**Work item**
Below is a listing; reproduce each line of it exactly.

**Supplied material**
+ + + + + + +
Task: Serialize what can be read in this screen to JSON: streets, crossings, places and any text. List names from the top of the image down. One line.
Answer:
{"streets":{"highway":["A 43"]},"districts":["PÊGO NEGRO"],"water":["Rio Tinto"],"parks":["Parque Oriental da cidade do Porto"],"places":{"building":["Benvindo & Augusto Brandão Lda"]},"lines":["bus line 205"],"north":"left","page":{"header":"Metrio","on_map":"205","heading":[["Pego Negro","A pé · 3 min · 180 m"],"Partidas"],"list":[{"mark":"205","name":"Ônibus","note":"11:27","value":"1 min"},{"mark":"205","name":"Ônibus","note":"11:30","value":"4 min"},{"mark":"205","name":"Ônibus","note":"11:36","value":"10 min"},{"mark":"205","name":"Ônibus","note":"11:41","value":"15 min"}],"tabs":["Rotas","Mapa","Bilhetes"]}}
+ + + + + + +
**Exercise result**
Task: Serialize what can be read in this screen to JSON: streets, crossings, places and any text. List names from the top of the image down. One line.
Answer:
{"streets":{"highway":["A 43"]},"districts":["PÊGO NEGRO"],"water":["Rio Tinto"],"parks":["Parque Oriental da cidade do Porto"],"places":{"building":["Benvindo & Augusto Brandão Lda"]},"lines":["bus line 205"],"north":"left","page":{"header":"Metrio","on_map":"205","heading":[["Pego Negro","A pé · 3 min · 180 m"],"Partidas"],"list":[{"mark":"205","name":"Ônibus","note":"11:27","value":"1 min"},{"mark":"205","name":"Ônibus","note":"11:30","value":"4 min"},{"mark":"205","name":"Ônibus","note":"11:36","value":"10 min"},{"mark":"205","name":"Ônibus","note":"11:41","value":"15 min"}],"tabs":["Rotas","Mapa","Bilhetes"]}}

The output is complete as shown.